EXERCISE REQUIREMENTS
The answer must consist of each line below that contains the word "text", copied in full.

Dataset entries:
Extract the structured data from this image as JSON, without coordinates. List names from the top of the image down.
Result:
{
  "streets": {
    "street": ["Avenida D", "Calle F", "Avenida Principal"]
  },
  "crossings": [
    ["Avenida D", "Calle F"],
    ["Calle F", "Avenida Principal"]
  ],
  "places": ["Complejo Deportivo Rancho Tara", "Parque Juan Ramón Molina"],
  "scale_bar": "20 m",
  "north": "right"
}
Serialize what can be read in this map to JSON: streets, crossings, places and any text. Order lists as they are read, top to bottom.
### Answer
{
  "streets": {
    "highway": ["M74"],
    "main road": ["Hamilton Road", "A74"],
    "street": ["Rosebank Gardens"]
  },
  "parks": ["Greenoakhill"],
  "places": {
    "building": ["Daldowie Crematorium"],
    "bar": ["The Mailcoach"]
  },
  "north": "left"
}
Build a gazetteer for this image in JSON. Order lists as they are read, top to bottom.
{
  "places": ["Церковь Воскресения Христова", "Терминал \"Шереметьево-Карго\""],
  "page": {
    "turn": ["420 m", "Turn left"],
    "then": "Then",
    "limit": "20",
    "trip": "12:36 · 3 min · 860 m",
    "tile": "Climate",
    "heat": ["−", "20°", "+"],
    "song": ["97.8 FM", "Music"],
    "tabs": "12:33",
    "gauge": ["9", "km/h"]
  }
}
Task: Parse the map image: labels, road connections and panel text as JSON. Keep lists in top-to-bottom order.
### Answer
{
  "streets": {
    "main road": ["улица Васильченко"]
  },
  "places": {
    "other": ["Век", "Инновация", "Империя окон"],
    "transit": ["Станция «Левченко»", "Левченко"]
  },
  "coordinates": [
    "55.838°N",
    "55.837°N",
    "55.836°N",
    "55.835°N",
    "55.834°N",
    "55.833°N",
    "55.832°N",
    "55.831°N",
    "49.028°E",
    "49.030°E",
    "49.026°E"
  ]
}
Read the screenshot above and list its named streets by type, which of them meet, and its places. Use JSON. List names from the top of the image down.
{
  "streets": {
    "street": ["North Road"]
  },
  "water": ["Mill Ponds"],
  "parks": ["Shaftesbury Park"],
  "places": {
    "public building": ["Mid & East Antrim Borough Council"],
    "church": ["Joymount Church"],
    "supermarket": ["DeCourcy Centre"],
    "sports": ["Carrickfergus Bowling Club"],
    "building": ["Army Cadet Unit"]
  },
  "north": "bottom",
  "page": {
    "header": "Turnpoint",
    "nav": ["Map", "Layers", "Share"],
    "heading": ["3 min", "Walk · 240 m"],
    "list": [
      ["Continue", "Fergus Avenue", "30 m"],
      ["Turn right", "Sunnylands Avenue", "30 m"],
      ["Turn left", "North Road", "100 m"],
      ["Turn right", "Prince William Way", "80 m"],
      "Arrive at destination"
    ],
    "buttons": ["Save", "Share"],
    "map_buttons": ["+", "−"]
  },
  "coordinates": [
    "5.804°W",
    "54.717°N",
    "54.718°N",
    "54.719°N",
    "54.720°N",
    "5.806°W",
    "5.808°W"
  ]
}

TASK SOLUTION
Serialize what can be read in this map to JSON: streets, crossings, places and any text. Order lists as they are read, top to bottom.
Task: Parse the map image: labels, road connections and panel text as JSON. Keep lists in top-to-bottom order.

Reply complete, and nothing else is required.